***** Data extracts

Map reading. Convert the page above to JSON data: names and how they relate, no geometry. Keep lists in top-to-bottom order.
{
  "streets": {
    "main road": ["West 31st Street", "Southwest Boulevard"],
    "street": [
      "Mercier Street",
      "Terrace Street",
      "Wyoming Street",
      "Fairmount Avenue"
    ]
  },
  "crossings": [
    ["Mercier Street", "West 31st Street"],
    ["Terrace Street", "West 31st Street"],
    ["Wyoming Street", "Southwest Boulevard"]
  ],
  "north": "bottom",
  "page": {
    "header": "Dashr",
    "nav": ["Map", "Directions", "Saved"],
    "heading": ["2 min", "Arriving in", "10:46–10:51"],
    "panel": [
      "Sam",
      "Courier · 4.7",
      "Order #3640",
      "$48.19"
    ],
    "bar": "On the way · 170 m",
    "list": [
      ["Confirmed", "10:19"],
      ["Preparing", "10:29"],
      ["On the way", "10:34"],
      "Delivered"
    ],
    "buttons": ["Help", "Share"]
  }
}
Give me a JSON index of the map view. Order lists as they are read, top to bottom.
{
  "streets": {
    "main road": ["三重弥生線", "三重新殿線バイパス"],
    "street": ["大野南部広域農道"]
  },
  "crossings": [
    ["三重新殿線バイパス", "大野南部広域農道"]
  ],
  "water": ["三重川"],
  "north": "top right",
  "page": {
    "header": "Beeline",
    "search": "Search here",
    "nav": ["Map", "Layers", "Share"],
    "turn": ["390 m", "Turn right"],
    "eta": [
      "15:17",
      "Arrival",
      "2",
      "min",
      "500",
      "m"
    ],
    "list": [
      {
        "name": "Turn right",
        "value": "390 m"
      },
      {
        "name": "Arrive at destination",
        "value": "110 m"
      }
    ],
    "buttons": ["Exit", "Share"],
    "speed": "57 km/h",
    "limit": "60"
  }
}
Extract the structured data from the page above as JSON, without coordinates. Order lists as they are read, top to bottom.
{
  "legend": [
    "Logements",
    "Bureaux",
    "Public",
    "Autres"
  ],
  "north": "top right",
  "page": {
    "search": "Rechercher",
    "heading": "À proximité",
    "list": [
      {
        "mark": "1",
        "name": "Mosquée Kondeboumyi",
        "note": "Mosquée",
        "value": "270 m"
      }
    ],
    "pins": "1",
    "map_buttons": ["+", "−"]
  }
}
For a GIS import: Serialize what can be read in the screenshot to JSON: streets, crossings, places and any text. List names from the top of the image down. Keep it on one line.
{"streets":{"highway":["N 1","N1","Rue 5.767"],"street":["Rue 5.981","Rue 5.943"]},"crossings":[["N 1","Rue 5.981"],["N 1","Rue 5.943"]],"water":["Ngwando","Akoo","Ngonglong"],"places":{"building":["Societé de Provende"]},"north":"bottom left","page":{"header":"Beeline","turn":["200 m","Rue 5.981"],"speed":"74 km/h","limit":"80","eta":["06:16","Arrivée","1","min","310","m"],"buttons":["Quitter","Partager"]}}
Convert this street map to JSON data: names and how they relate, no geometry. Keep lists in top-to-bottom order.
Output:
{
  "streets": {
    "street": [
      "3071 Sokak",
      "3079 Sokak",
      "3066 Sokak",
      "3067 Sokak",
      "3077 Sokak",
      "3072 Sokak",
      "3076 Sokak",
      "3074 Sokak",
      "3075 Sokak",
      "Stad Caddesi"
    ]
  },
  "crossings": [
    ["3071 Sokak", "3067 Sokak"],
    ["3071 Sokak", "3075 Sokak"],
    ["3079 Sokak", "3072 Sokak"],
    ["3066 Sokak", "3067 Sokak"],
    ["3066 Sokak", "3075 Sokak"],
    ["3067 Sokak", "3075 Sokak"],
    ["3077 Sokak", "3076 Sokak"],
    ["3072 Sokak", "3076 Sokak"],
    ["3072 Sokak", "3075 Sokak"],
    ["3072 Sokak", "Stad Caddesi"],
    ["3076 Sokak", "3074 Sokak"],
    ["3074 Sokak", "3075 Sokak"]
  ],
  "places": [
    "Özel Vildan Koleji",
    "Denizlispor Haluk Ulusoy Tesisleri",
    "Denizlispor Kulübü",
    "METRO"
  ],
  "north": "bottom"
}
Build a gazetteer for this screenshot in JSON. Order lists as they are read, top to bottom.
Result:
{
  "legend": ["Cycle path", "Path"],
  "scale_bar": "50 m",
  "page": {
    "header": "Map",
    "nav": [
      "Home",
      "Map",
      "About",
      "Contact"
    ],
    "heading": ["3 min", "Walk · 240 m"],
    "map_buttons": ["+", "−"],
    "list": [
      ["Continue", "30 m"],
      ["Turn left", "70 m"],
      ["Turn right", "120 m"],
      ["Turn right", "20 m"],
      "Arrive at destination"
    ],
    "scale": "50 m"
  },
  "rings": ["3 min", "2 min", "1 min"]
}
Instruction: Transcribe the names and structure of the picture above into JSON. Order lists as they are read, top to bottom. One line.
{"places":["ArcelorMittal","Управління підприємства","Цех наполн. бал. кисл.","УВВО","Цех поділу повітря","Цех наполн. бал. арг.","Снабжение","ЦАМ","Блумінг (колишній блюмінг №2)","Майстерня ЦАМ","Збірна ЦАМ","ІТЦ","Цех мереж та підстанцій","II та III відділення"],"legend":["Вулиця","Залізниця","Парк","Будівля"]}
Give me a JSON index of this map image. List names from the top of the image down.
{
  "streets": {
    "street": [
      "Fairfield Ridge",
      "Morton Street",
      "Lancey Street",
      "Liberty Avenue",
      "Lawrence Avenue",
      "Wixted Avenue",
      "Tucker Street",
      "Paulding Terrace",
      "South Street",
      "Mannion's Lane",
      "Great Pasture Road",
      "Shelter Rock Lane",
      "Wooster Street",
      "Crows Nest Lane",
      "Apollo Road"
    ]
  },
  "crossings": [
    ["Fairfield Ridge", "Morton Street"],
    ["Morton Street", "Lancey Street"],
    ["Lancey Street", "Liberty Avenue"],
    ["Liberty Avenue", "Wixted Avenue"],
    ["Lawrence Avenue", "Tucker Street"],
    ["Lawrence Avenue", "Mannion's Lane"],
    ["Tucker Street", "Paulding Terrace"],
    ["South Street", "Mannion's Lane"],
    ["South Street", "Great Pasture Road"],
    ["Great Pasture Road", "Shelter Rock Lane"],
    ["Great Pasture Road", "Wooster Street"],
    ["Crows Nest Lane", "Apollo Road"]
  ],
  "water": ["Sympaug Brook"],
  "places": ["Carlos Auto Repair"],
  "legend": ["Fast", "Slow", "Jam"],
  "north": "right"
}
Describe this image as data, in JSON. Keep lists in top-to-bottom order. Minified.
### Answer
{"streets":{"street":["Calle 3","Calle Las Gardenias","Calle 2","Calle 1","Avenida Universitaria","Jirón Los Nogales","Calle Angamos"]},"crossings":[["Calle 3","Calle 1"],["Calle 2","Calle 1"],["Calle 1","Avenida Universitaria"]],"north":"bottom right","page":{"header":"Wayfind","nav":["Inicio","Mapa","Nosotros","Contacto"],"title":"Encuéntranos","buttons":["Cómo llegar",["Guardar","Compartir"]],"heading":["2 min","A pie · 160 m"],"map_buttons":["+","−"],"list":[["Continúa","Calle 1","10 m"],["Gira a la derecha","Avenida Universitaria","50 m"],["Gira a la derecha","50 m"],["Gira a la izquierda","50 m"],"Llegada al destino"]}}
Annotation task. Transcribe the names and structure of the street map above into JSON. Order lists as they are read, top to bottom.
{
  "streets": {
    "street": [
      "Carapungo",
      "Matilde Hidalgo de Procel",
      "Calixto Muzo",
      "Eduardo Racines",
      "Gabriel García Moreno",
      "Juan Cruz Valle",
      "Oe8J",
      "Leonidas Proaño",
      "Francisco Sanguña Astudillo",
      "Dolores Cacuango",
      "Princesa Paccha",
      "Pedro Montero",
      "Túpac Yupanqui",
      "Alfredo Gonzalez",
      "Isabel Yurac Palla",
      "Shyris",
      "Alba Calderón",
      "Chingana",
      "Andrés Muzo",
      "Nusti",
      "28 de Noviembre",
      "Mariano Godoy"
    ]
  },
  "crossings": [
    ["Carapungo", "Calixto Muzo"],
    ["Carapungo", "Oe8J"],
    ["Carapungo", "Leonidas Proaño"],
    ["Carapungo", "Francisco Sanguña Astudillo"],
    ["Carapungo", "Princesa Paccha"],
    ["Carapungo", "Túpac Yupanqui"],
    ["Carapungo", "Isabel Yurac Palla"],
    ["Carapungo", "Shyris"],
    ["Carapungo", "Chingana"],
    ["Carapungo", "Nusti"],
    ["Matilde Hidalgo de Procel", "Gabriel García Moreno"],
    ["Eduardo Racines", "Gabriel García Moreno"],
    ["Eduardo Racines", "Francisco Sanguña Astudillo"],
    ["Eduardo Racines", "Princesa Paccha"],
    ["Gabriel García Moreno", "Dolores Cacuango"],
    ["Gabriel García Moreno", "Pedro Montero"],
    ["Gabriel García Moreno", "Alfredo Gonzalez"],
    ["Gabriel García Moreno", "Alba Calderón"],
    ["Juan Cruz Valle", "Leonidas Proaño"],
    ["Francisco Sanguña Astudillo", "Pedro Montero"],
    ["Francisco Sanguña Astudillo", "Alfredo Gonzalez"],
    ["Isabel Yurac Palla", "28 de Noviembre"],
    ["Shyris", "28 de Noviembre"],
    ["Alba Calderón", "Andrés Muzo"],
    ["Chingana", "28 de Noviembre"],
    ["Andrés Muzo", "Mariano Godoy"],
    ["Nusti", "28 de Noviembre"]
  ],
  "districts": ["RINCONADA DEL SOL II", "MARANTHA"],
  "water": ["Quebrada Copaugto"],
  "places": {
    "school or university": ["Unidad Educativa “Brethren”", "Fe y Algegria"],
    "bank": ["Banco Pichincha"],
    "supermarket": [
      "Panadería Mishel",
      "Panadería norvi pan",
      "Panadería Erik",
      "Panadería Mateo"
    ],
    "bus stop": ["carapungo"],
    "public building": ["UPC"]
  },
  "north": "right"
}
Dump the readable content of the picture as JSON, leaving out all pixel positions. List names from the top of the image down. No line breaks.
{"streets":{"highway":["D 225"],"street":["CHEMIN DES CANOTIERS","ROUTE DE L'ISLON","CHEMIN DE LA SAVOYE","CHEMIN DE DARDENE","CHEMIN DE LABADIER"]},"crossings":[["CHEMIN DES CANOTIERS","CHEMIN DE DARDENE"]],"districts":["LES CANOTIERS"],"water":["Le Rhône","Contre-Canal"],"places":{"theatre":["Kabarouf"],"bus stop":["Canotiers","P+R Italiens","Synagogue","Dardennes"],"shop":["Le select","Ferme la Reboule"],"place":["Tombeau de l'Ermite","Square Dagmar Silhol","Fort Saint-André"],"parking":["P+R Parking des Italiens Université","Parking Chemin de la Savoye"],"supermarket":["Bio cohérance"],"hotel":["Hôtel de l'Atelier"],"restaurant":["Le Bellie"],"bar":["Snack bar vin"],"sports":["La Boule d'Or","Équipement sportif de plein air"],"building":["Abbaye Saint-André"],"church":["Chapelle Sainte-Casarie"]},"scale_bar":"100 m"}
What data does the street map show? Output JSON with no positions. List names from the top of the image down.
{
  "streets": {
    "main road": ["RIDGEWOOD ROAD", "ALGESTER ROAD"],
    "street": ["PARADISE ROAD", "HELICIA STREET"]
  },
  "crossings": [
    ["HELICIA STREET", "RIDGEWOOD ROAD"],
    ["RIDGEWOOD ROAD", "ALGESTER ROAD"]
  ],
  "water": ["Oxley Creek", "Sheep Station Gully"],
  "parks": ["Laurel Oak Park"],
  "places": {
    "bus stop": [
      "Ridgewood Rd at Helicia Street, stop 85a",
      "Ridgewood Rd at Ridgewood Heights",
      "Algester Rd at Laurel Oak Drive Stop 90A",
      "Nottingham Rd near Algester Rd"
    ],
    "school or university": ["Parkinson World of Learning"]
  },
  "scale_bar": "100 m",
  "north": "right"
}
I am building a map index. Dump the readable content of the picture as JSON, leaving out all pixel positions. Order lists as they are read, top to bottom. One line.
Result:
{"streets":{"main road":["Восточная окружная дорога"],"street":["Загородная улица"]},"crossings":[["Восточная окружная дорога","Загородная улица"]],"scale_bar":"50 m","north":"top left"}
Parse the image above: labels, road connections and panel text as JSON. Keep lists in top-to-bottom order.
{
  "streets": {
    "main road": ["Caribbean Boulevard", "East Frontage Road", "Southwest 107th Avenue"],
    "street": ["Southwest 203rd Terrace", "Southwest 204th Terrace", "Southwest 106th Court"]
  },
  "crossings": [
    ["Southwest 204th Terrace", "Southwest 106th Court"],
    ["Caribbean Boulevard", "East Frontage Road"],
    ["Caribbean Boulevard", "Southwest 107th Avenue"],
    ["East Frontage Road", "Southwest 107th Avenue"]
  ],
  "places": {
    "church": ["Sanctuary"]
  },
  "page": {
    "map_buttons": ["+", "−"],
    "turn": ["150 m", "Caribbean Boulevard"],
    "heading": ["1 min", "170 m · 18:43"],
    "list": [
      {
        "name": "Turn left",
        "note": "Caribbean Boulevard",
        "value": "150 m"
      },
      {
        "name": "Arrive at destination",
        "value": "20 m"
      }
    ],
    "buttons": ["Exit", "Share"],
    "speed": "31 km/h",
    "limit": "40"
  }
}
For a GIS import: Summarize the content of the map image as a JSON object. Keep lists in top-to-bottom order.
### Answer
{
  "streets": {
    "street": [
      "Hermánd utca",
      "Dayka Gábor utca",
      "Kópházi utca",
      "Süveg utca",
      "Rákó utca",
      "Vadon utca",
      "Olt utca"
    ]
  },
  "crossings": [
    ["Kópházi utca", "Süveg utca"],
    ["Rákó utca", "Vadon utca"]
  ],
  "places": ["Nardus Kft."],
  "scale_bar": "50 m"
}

**********

Work item>
The reply must consist solely of the lines from the one containing "Parse the image" through the last line in the material above, reproduced exactly.

Exercise output>
Parse the image above: labels, road connections and panel text as JSON. Keep lists in top-to-bottom order.
{
  "streets": {
    "main road": ["Caribbean Boulevard", "East Frontage Road", "Southwest 107th Avenue"],
    "street": ["Southwest 203rd Terrace", "Southwest 204th Terrace", "Southwest 106th Court"]
  },
  "crossings": [
    ["Southwest 204th Terrace", "Southwest 106th Court"],
    ["Caribbean Boulevard", "East Frontage Road"],
    ["Caribbean Boulevard", "Southwest 107th Avenue"],
    ["East Frontage Road", "Southwest 107th Avenue"]
  ],
  "places": {
    "church": ["Sanctuary"]
  },
  "page": {
    "map_buttons": ["+", "−"],
    "turn": ["150 m", "Caribbean Boulevard"],
    "heading": ["1 min", "170 m · 18:43"],
    "list": [
      {
        "name": "Turn left",
        "note": "Caribbean Boulevard",
        "value": "150 m"
      },
      {
        "name": "Arrive at destination",
        "value": "20 m"
      }
    ],
    "buttons": ["Exit", "Share"],
    "speed": "31 km/h",
    "limit": "40"
  }
}
For a GIS import: Summarize the content of the map image as a JSON object. Keep lists in top-to-bottom order.
### Answer
{
  "streets": {
    "street": [
      "Hermánd utca",
      "Dayka Gábor utca",
      "Kópházi utca",
      "Süveg utca",
      "Rákó utca",
      "Vadon utca",
      "Olt utca"
    ]
  },
  "crossings": [
    ["Kópházi utca", "Süveg utca"],
    ["Rákó utca", "Vadon utca"]
  ],
  "places": ["Nardus Kft."],
  "scale_bar": "50 m"
}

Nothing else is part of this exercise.